54. "When the wicked die, their hope perishes, and the expectations of the godless comes to nothing." [Prov. 11:7]

55. The christian should run away from false hopes, never believing that there is a lot of time remaining to attend to his salvation. He should attend to his salvation now while there is hope, while the grace, mercy and patience of God remains waiting.


56. The Christian who grows in the Divine love of Jesus endures long-suffering with patience, rejoicing in hope, remaining steadfast in prayer. [Rom. 12:12] The Lord is the refuge of the Christian in the day of disaster [Jer. 17:17], his hope during tribulations. The heart of the Christian is glad, and his soul rejoices; his body resting secure. [Ps. 16:9]

57. The Lord is abundantly good. He is the one and only hope of the Christian. The Lord leads the Christian in the path of hope. If necessary, as a loving parent who corrects his child in an act of love, God purifies the sinner before it is too late, chastening him without attending to his cries. "Discipline your children while there is hope; do not set your heart on their destruction." [Prov. 19:18]

58. The Christian may shed tears today because God appears to be cruel but he will thank God tomorrow because of His infinite act of love! God's love maintains one's hope, an eternal and joyful hope.


59. In His infinite goodness, the God of hope fills the loyal Christian with joy and peace in believing so he will abound in hope through the power of the Holy Spirit. [Rom. 15:13] This is one of the many earthly rewards bestowed upon the Christian who seeks the way of God.

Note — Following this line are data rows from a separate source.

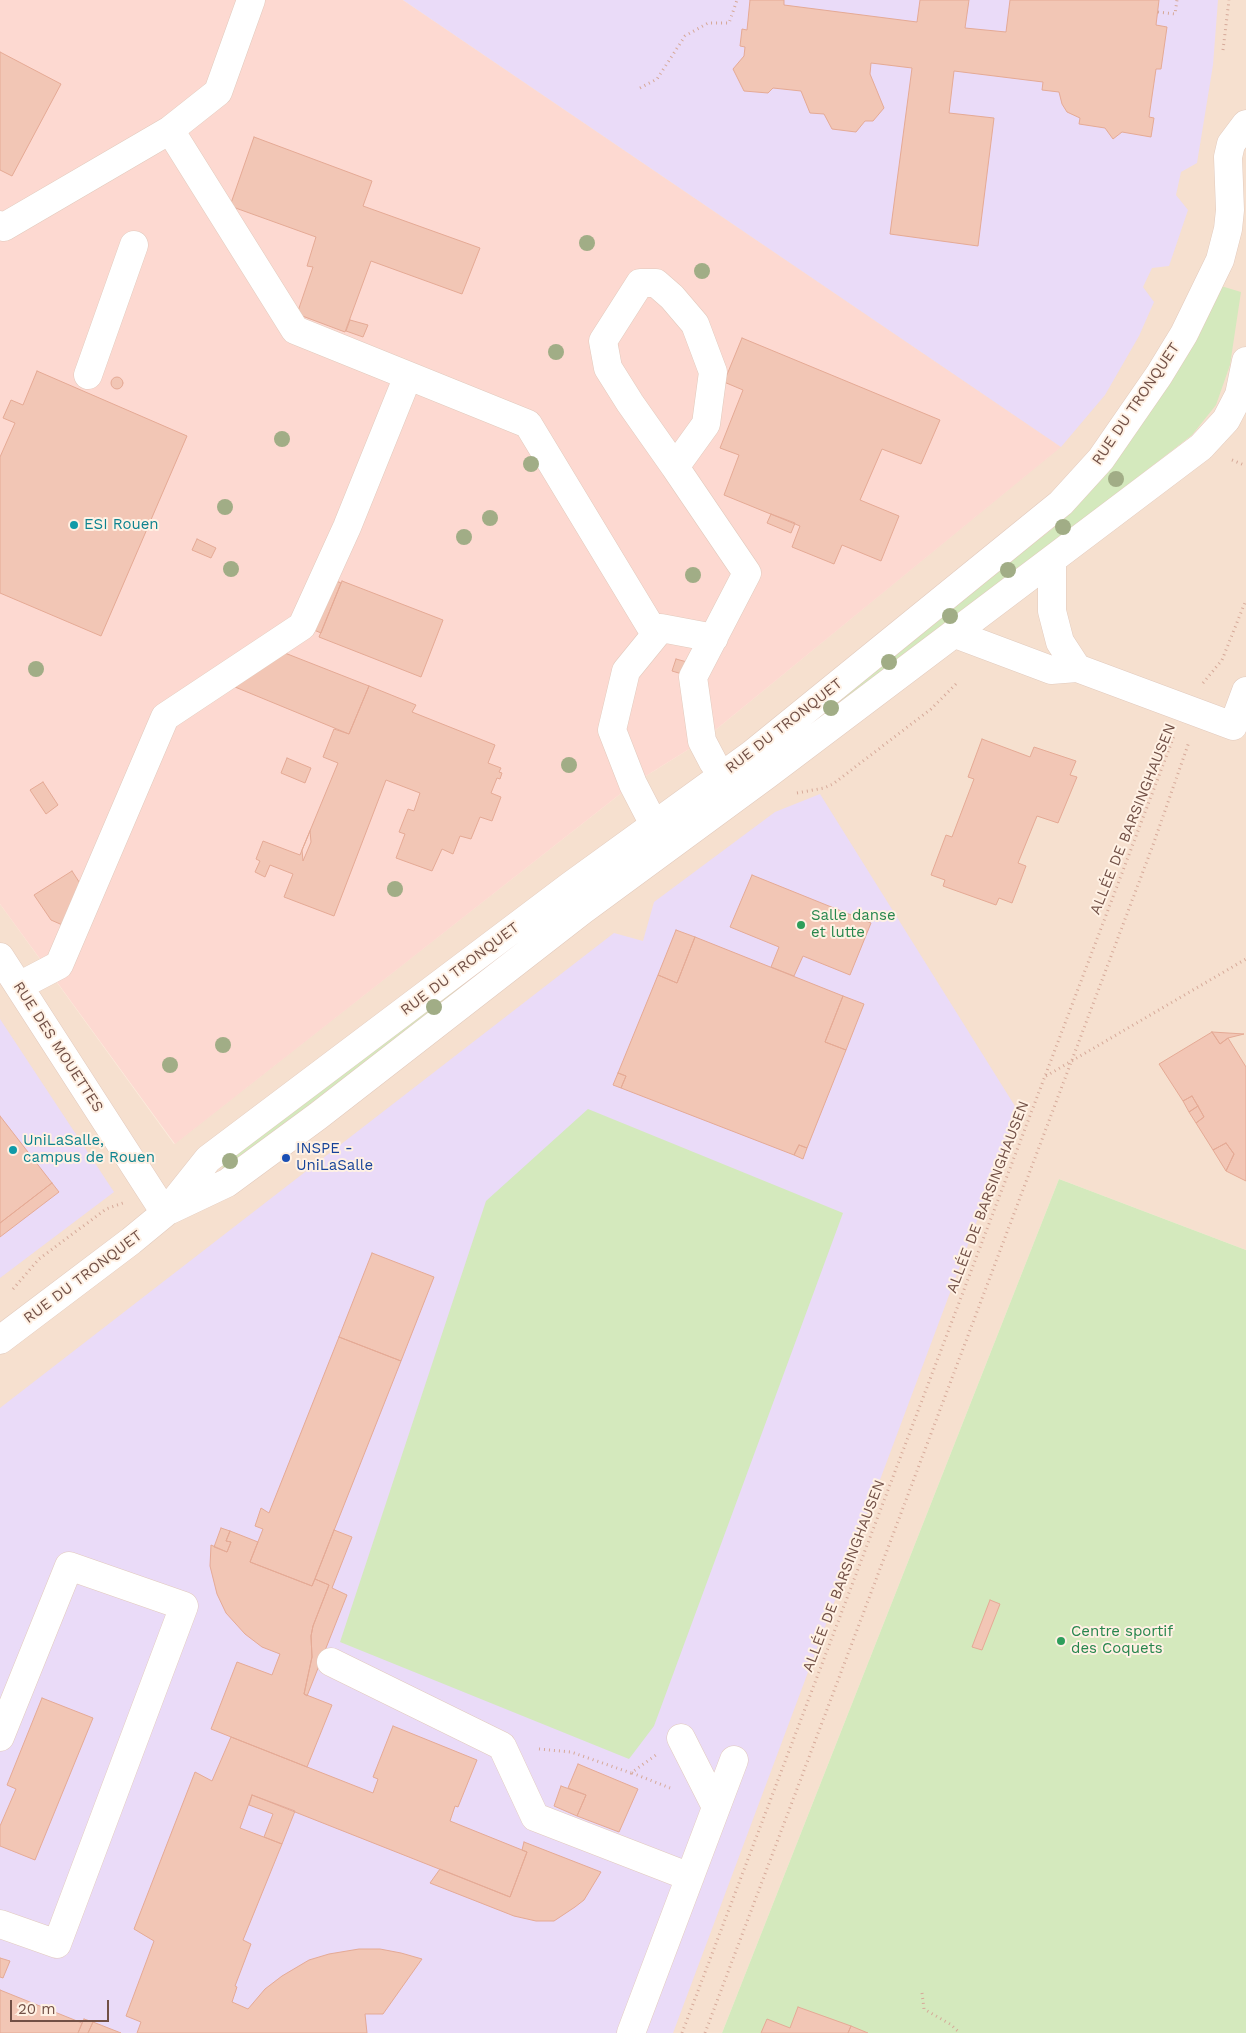 <!DOCTYPE html>
<html>
<head>
<meta charset="utf-8">
<style>
	body { margin:0 }
	#map { position:relative; width:1246px; height:2033px; overflow:hidden; background:#fcedde; font-family:"Work Sans",sans-serif }
	canvas { display:block }
	.scale { position:absolute; left:10px; top:2000px; width:99px; height:22px; box-sizing:border-box; border:2px solid #725046; border-top:0; padding-left:6px; font-size:15px; line-height:18px; white-space:nowrap; color:#725046; -webkit-text-stroke:4px #fff1e4; paint-order:stroke }
</style>
</head>
<body>
<div id="map">
<canvas width="1246" height="2033"></canvas>
<div class="scale">20 m</div>
</div>
<script>
const c = document.querySelector('canvas').getContext('2d');
c.lineJoin = 'round';
function paint(path, color) {
  c.fillStyle = color;
  c.fill(path, 'evenodd');
}
function shape(rows) {
  const path = new Path2D();
  for (const r of rows) {
    if (r.length === 3) {
      path.moveTo(r[0] + r[2], r[1]);
      path.arc(r[0], r[1], r[2], 0, 2 * Math.PI);
      continue;
    }
    path.moveTo(r[0], r[1]);
    for (let i = 2; i < r.length; i += 2) path.lineTo(r[i], r[i + 1]);
  }
  return path;
}
function stroke(path, color, width, dash) {
  c.strokeStyle = color;
  c.lineWidth = width;
  c.lineCap = dash ? 'butt' : 'round';
  c.setLineDash(dash || []);
  c.stroke(path);
}
function drawText(font, color, halo, rows, align = 'center') {
  c.font = font + ' "Work Sans",sans-serif';
  c.lineWidth = 4;
  c.setLineDash([]);
  c.textBaseline = 'middle';
  c.strokeStyle = halo;
  c.fillStyle = color;
  for (const [text, x, y, turn = 0] of rows) {
    c.save();
    c.translate(x, y);
    c.rotate((+turn || 0) * Math.PI / 180);
    c.textAlign = isNaN(turn) ? turn : align;
    if (halo) c.strokeText(text, 0, 0);
    c.fillText(text, 0, 0);
    c.restore();
  }
}
const residential = shape([
	[403,0,1246,0,1246,1250,1059,1179,722,2033,0,2033,0,904,174,1144,633,784,702,741,1060,447]
]);
const commercial = shape([
	[0,0,403,0,1061,447,702,741,633,784,175,1144,0,904]
]);
const education = shape([
	[403,0,1218,0,1213,65,1197,163,1181,172,1176,195,1188,210,1169,266,1152,268,1143,287,1154,302,1139,336,1105,395,1061,447],
	[820,794,1018,1111,673,2033,0,2033,0,1408,614,933,643,941,654,902,775,812],
	[0,1019,114,1192,0,1278]
]);
const green = shape([
	[1221,286,1241,292,1230,365,1216,405,1192,435,769,762,763,754,1056,526,1109,465],
	[579,898,226,1171,223,1169,222,1163,559,903],
	[588,1109,843,1213,654,1726,629,1759,340,1642,486,1201],
	[1059,1179,1246,1250,1246,2033,722,2033]
]);
const building = shape([
	[750,0,784,0,784,5,917,22,920,0,969,0,965,28,1006,32,1010,0,1159,0,1156,25,1167,27,1161,69,1156,69,1149,117,1154,118,1151,137,1122,132,1113,139,1105,128,1079,124,1080,118,1067,112,1062,104,1059,92,1042,90,1043,82,954,71,949,113,994,118,978,246,890,234,912,68,871,63,870,74,884,108,873,121,865,121,856,132,832,129,824,114,810,113,801,91,773,88,768,93,744,91,733,69,744,56,745,47,740,46,742,29,747,30,750,0],
	[0,52,61,84,12,176,0,170,0,52],
	[254,137,372,181,363,206,480,248,462,294,371,261,345,332,297,314,313,267,307,266,316,237,230,206,254,137],
	[350,320,368,325,363,337,346,331,350,320],
	[742,338,940,420,921,464,882,449,860,500,899,516,881,561,842,545,834,564,792,547,800,526,724,495,739,455,720,448,743,390,724,382,742,338],
	[37,371,187,436,101,636,0,593,0,457,15,423,3,418,11,400,23,405,37,371],
	[117,383,6],
	[771,514,795,523,791,533,767,523,771,514],
	[197,539,216,548,211,558,192,550,197,539],
	[334,580,341,583,321,633,314,630,334,580],
	[342,581,443,620,421,677,319,637,342,581],
	[267,646,369,686,349,734,235,687,247,657,267,646],
	[676,659,687,662,682,674,672,671,676,659],
	[369,686,416,705,412,712,495,745,488,763,501,768,499,772,502,773,500,779,497,778,491,793,501,797,492,821,480,817,471,839,460,836,453,854,442,849,432,871,396,858,405,834,399,832,408,809,414,811,420,793,386,780,334,916,284,897,293,874,270,865,265,877,255,872,260,861,256,859,263,841,300,855,338,763,323,757,334,729,349,734,369,686],
	[982,739,1030,757,1034,747,1076,761,1070,775,1077,777,1058,823,1037,816,1018,863,1026,866,1012,903,999,898,996,905,943,886,945,880,931,875,946,835,952,837,974,779,968,777,982,739],
	[287,758,311,768,305,783,281,773,287,758],
	[43,782,58,805,46,814,30,790,43,782],
	[310,831,311,842,303,861,302,850,310,831],
	[72,871,85,891,67,927,51,920,34,895,72,871],
	[752,875,871,923,850,975,803,956,794,976,771,967,779,947,730,927,752,875],
	[676,930,695,937,677,983,658,975,676,930],
	[695,937,843,996,825,1042,846,1050,807,1148,799,1145,794,1155,621,1088,626,1076,618,1073,658,975,677,983,695,937],
	[843,996,864,1004,846,1050,825,1042,843,996],
	[1212,1032,1244,1034,1228,1038,1220,1044,1212,1032],
	[1212,1032,1220,1044,1228,1038,1246,1067,1246,1181,1226,1171,1234,1154,1226,1143,1213,1150,1196,1123,1204,1117,1192,1096,1183,1101,1159,1064,1212,1032],
	[618,1073,626,1076,621,1088,613,1085,618,1073],
	[1192,1096,1198,1106,1189,1112,1183,1101,1192,1096],
	[1198,1106,1204,1117,1196,1123,1189,1112,1198,1106],
	[0,1116,52,1183,0,1223,0,1116],
	[1226,1143,1234,1154,1226,1171,1213,1150,1226,1143],
	[799,1145,807,1148,803,1159,794,1155,799,1145],
	[52,1183,59,1192,0,1237,0,1223,52,1183],
	[372,1253,434,1277,401,1361,339,1337,372,1253],
	[339,1337,401,1361,312,1586,250,1562,263,1529,255,1526,261,1508,269,1513,339,1337],
	[221,1528,230,1531,226,1541,231,1542,227,1552,214,1547,221,1528],
	[334,1530,352,1537,332,1588,347,1595,307,1696,304,1694,312,1657,311,1636,313,1626,329,1585,315,1579,334,1530],
	[230,1531,258,1542,250,1562,312,1586,315,1579,329,1585,313,1626,311,1636,312,1657,304,1694,332,1705,307,1767,211,1729,237,1662,272,1675,280,1654,262,1647,245,1634,226,1613,217,1594,210,1566,211,1545,227,1552,231,1542,226,1541,230,1531],
	[990,1600,1000,1604,982,1650,972,1647,990,1600],
	[42,1698,93,1718,35,1860,0,1846,0,1826,16,1789,7,1785,42,1698],
	[393,1726,477,1760,458,1807,455,1806,450,1821,527,1852,510,1897,252,1795,240,1828,282,1844,243,1940,251,1944,235,1986,237,1987,232,2002,248,2009,265,1989,282,1976,309,1960,329,1954,359,1949,380,1949,401,1953,422,1959,383,2014,365,2014,367,2033,137,2033,141,2022,126,2016,154,1941,134,1929,195,1772,212,1781,231,1737,373,1793,378,1779,373,1777,393,1726],
	[578,1764,638,1789,619,1832,577,1816,586,1795,568,1788,578,1764],
	[561,1786,586,1795,577,1816,554,1806,561,1786],
	[252,1795,295,1811,282,1844,264,1837,273,1814,249,1805,252,1795],
	[524,1842,601,1872,584,1900,575,1907,554,1921,536,1921,514,1916,430,1883,440,1869,510,1897,527,1852,522,1850,524,1842],
	[0,1958,10,1961,3,1978,0,1977,0,1958],
	[0,1990,82,2023,78,2033,0,2033,0,1990],
	[798,2007,851,2026,848,2033,761,2033,767,2019,790,2028,798,2007],
	[84,2019,93,2022,88,2033,78,2033,84,2019],
	[93,2022,121,2033,88,2033,93,2022],
	[851,2026,868,2033,848,2033,851,2026]
]);
const path = shape([
	[1158,12,1175,14,1177,0],
	[1223,50,1229,0],
	[640,88,657,79,685,36,708,23,729,23,737,0],
	[1232,460,1244,465],
	[1203,683,1222,660,1246,600],
	[797,793,824,788,833,784,931,709,957,683],
	[1046,1076,1246,959],
	[13,1289,39,1259,106,1209,123,1203],
	[539,1749,571,1752,631,1773,656,1755],
	[632,1773,670,1788],
	[922,1993,924,2009,950,2024,960,2033],
	[682,2033,1174,736],
	[705,2033,1153,845,1189,742]
]);
const minor = shape([
	[251,0,218,92,170,130,295,330,528,424,655,634],
	[0,225,4,227,170,130],
	[88,375,134,245],
	[675,467,630,403,608,368,603,341,640,283,656,283,672,297,695,324,713,372,706,424,675,467,747,573,693,677,702,741,713,762,732,790],
	[1052,560,1052,611,1060,642,1077,668],
	[955,634,1051,670,1077,668,1233,726,1246,691],
	[662,840,633,784,612,730,626,671,661,628,714,638],
	[0,957,165,1213],
	[19,986,59,965,165,717,302,626,347,527,408,376],
	[170,1210,227,1183,318,1116,583,910,768,774,1201,447,1226,420,1239,395,1246,361],
	[0,1340,131,1241,165,1213,208,1159,570,886,752,754,1061,503,1101,459,1159,375,1184,334,1220,260,1228,229,1230,210,1228,157,1231,144,1246,124],
	[331,1662,502,1746,535,1817,690,1877],
	[0,1737,69,1566,184,1606,57,1944,0,1924],
	[681,1738,716,1807],
	[631,2033,734,1760]
]);
const trees = [
	[587,243],
	[702,271],
	[556,352],
	[282,439],
	[531,464],
	[1116,479],
	[225,507],
	[490,518],
	[1063,527],
	[464,537],
	[231,569],
	[1008,570],
	[693,575],
	[950,616],
	[889,662],
	[36,669],
	[831,708],
	[569,765],
	[395,889],
	[434,1007],
	[223,1045],
	[170,1065],
	[230,1161]
];
const markers = [
	[74,525,5,"#0f9aa8"],
	[801,925,5,"#2e9e5b"],
	[13,1150,5,"#0f9aa8"],
	[286,1158,5,"#1a4fb4"],
	[1061,1641,5,"#2e9e5b"]
];
const streetNames = [
	["RUE DU TRONQUET",1136,404,-56],
	["RUE DU TRONQUET",784,726,-38],
	["ALLÉE DE BARSINGHAUSEN",1133,819,-68],
	["RUE DU TRONQUET",460,969,-37],
	["RUE DES MOUETTES",58,1047,57],
	["ALLÉE DE BARSINGHAUSEN",988,1197,-69],
	["RUE DU TRONQUET",83,1277,-37],
	["ALLÉE DE BARSINGHAUSEN",844,1576,-69]
];
const cultureNames = [
	["ESI Rouen",84,525],
	["UniLaSalle,",23,1141],
	["campus de Rouen",23,1158]
];
const leisureNames = [
	["Salle danse",811,916],
	["et lutte",811,933],
	["Centre sportif",1071,1632],
	["des Coquets",1071,1649]
];
const transitNames = [
	["INSPE -",296,1149],
	["UniLaSalle",296,1166]
];
paint(residential, '#f6e0cf');
paint(commercial, '#fdd9d1');
paint(education, '#eadbf8');
paint(green, '#d4e9bd');
paint(building, '#f2c6b5');
stroke(building, '#e5aa95', 1);
stroke(minor, '#e2cabd', 29);
stroke(path, '#d6a999', 3, [1, 4]);
stroke(minor, '#fff', 28);
c.fillStyle = '#a1ad86';
for (const [x, y] of trees) {
  c.beginPath();
  c.arc(x, y, 8, 0, 2 * Math.PI);
  c.fill();
}
for (const [x, y, r, color] of markers) {
  const dot = new Path2D();
  dot.arc(x, y, r, 0, 2 * Math.PI);
  c.fillStyle = color;
  c.fill(dot);
  stroke(dot, '#fff1e4', 2);
}
drawText('15px', '#725046', '#fff1e4', streetNames);
drawText('15px', '#0d838f', '#fff1e4', cultureNames, 'left');
drawText('15px', '#27864d', '#fff1e4', leisureNames, 'left');
drawText('15px', '#164399', '#fff1e4', transitNames, 'left');
</script>
</body>
</html>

60. The Christian knows that "love is patient; love is kind; love is not envious or boastful or arrogant or rude. It does not insist on its own way; it is not irritable or resentful; it does not rejoice in wrongdoing, but rejoices in the truth. It hears all things, believes all things, hopes all things and endures all things." [1 Cor. 13:4-7]


61. When someone hopes for something, he must know within reason that there is a possibility that he will achieve his goal. One may say, can the Christian obtain the Kingdom of God? If he cannot, his hope and prayers would be a waste of time. The assurance of the Christian is his faith and hope in the Words of Jesus. Jesus said: "Fear not little flock, for it is your Father's good pleasure to give you the Kingdom." [Lk. 12:32]


This ends the course on "The Virtue of Hope". This course has been very detailed on the subject of hope. If a student takes the time to memorized the complete content of this course, he will be very enriched in his knowledge of this virtue. It is hoped that you enjoyed this course and that you have gained much knowledge to help you spiritually grow.

Our ministry sincerely hopes that this course has opened your eyes to the understanding of the virtue of hope. It is our desire to see that all our Christian brothers and sisters grow in the grace and love of the Lord.

May the Holy Spirit continue to guide you in your spiritual studies and enrich you in the virtue of hope. Remember, the more you please the Lord through your personal spiritual growth, the more He blesses you with His graces!